An introduction to shader derivative functions

Partial difference derivative functions (ddx and ddy in HLSL^[a], dFdx and dFdy in GLSL^[b]) (in the rest of this article I will use both terms according to the code examples I will provide) are fragment shader instructions wich can be used to compute the rate of variation of any value with respect to the screen-space coordinates.

Derivatives computation

During triangles rasterization, GPUs run many instances of a fragment shader at a time organizing them in blocks of 2×2 pixels. Derivatives are calculated by taking differences between the pixel values in a block; dFdx subtracts the values of the pixels on the left side of the block from the values on the right side, and dFdy subtracts the values of the bottom pixels from the top ones. See the image below where the grid represents the rendered screen pixels and dFdx, dFdy expressions are provided for the generic value p evaluated by the fragment shader instance at (x, y) screen coordinates and belonging to the 2×2 block highlighted in red.

Derivatives can be evaluated for every variable in a fragment shader. For vector and matrix types, derivatives are computed element-wise.

Derivatives functions are fundamental for texture mipmaps implementation and are very useful in a series of algorithms and effects, in particular when there is some kind of dependence on screen space coordinates (for example when rendering wireframe edges with uniform screen pixel thickness).

Derivatives and mipmaps

Mipmaps^[d] are pre-computed sequences of images obtained by filtering down a texture into smaller sizes (each mipmap level is two times smaller than the previous). They are used to avoid aliasing artifacts when minifying a texture.

Mipmapping is also important for texture cache coherence, since it enforces a near-one texel to pixel ratio: when traversing a triangle, each new pixel represents a step in texture space of one texel at most. Mipmapping is one of the few cases in rendering where a technique
improves both visuals and performance.

Derivatives are used during texture sampling to select the best mipmap level. The rate of variation of the texture coordinates with respect to the screen coordinates is used to choose a mipmap; the larger the derivatives, the greater the mipmap level (and the lesser the mipmap size).

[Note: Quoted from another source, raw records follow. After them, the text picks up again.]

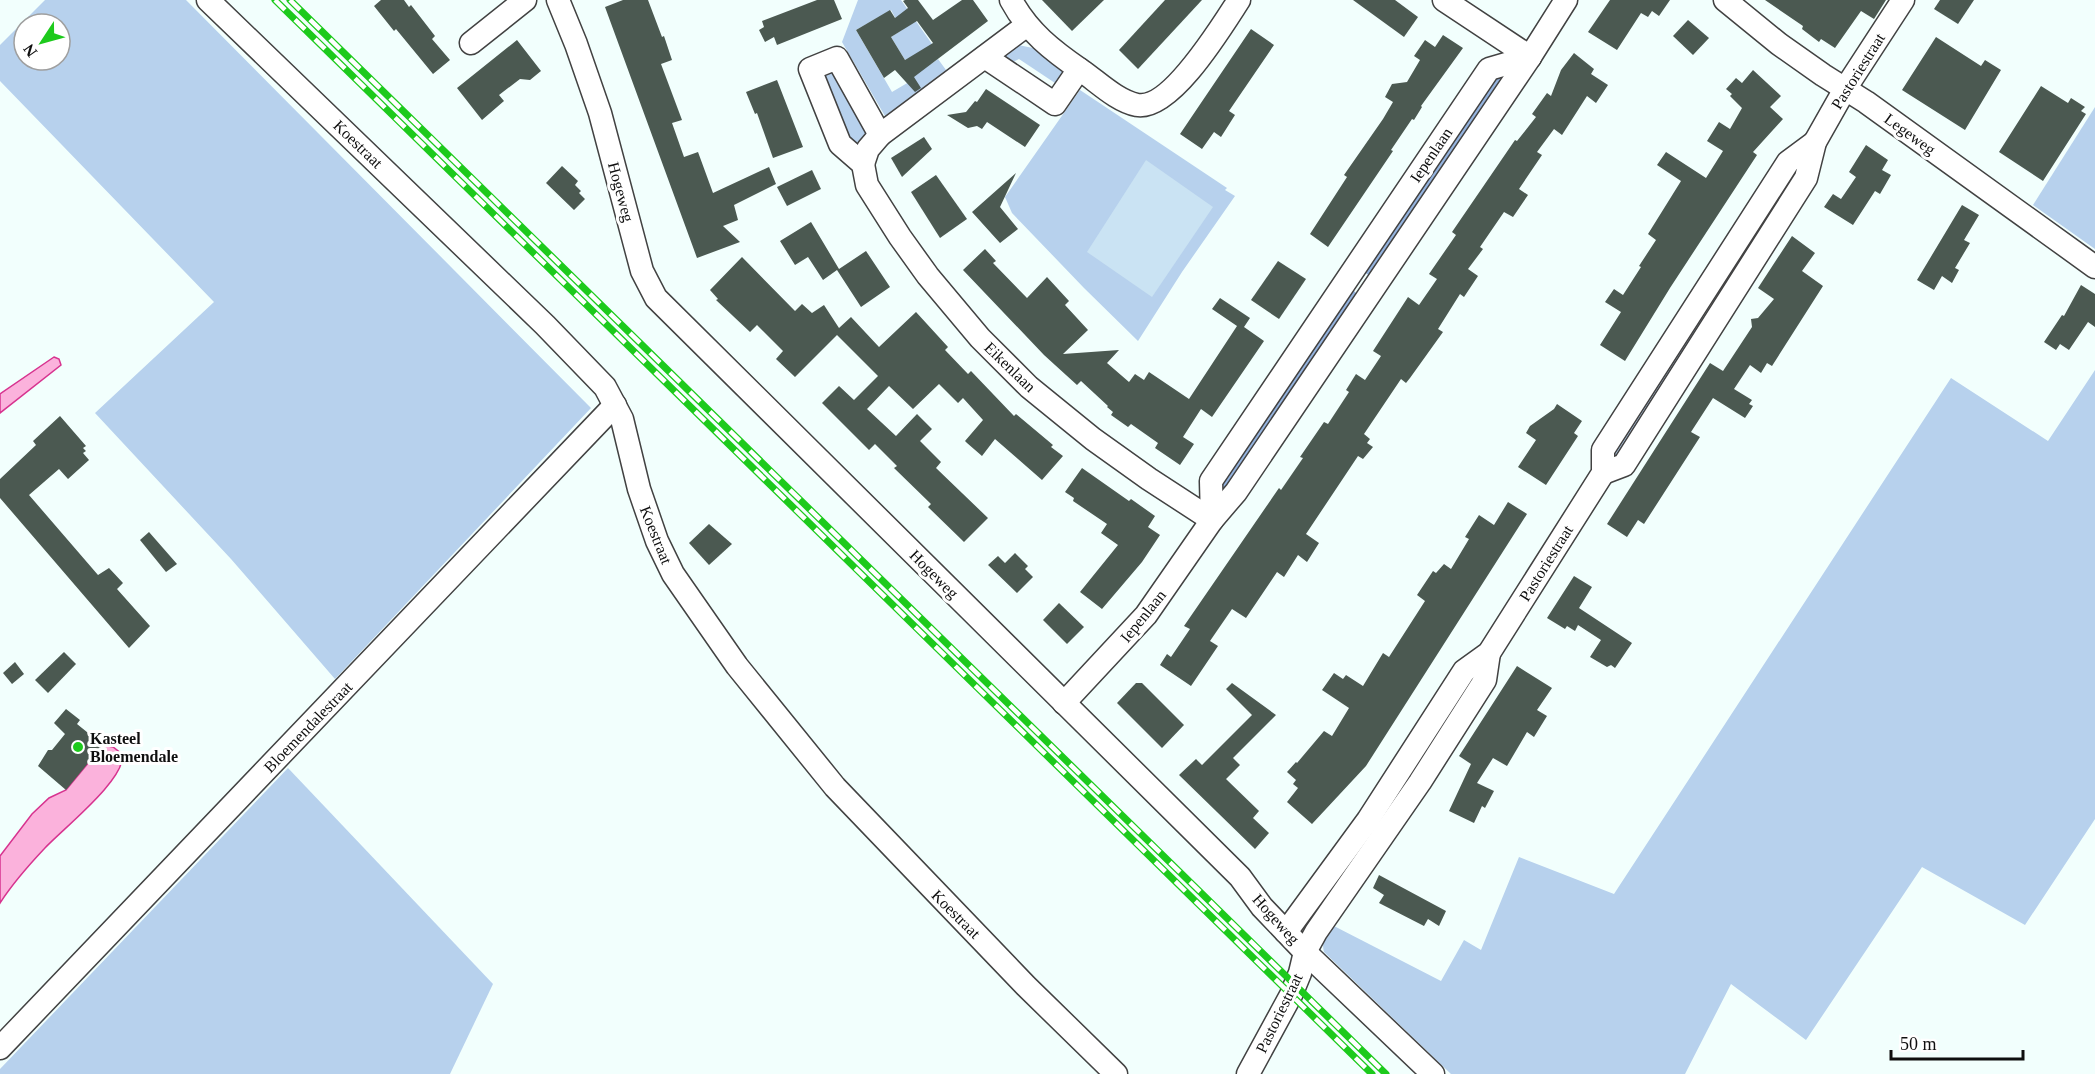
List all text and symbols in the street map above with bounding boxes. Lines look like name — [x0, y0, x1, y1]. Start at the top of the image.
north arrow — [12, 12, 72, 72]
street label: Pastoriestraat — [1828, 29, 1888, 112]
text: N — [20, 40, 41, 60]
street label: Legeweg — [1881, 110, 1939, 159]
street label: Koestraat — [330, 117, 386, 172]
street label: Iepenlaan — [1407, 124, 1456, 186]
street label: Hogeweg — [604, 160, 637, 224]
street label: Eikenlaan — [981, 339, 1039, 395]
street label: Koestraat — [637, 503, 676, 567]
street label: Pastoriestraat — [1516, 521, 1576, 604]
street label: Hogeweg — [906, 546, 962, 602]
street label: Iepenlaan — [1117, 586, 1170, 646]
street label: Bloemendalestraat — [261, 678, 356, 776]
place label: Kasteel Bloemendale — [90, 730, 178, 765]
marker: Kasteel Bloemendale — [71, 740, 85, 754]
street label: Koestraat — [928, 886, 984, 942]
street label: Hogeweg — [1248, 891, 1303, 948]
street label: Pastoriestraat — [1252, 970, 1306, 1055]
scale bar — [1891, 1023, 2023, 1061]
text: 50 m — [1900, 1034, 1937, 1054]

Face normal computation (flat shader)

Derivatives can be used to compute the current triangle’s face normal in a fragment shader. The horizontal and vertical derivatives of the current fragment’s world-position are two vectors laying in the triangle’s surface. Their cross product is a vector orthogonal to the surface and its norm is the triangle’s normal vector (see the 3d model below). Particular attention must be paid to the ordering of the cross product: being the OpenGL coordinate system left-handed (at least when working in window space which is the context where the fragment shader works^[e]) and being the horizontal derivative vector always oriented right and the vertical down, the ordering of the cross product to obtain a normal vector oriented toward the camera is horizontal x vertical (more about cross products and basis orientations in this article). The interactive model below shows the link between screen pixels and fragmets over a triangle surface being rasterized, the derivative vectors on the surface (in red and green), and the normal vector (in blue) obtained by the cross product of the twos.

Face normal as the cross product of position derivatives

Here is a GLSL code line to compute a flat normal given the fragment position pos in camera space:

normalize( cross(dFdx(pos), dFdy(pos)) );

1	normalize( cross(dFdx(pos), dFdy(pos)) );

And below there is a complete pocket.gl demo with a vertex and fragment shader at work on an Utah Teapot^[f]. You can toggle the flat shader using the Flat shaded checkbox.

Flat shader example

Derivatives and branches

Derivatives computation is based on the parallel execution on the GPU’s hardware of multiple instances of a shader. Scalar operations are executed with a SIMD (Single Instruction Multiple Data) architecture on registers containing a vector of 4 values for a block of 2×2 pixels. This means that at every step of execution, the shader instances belonging to each 2×2 block are synchronized making derivative computation fast and easy to implement in hardware, being a simple subtraction of values contained in the same register.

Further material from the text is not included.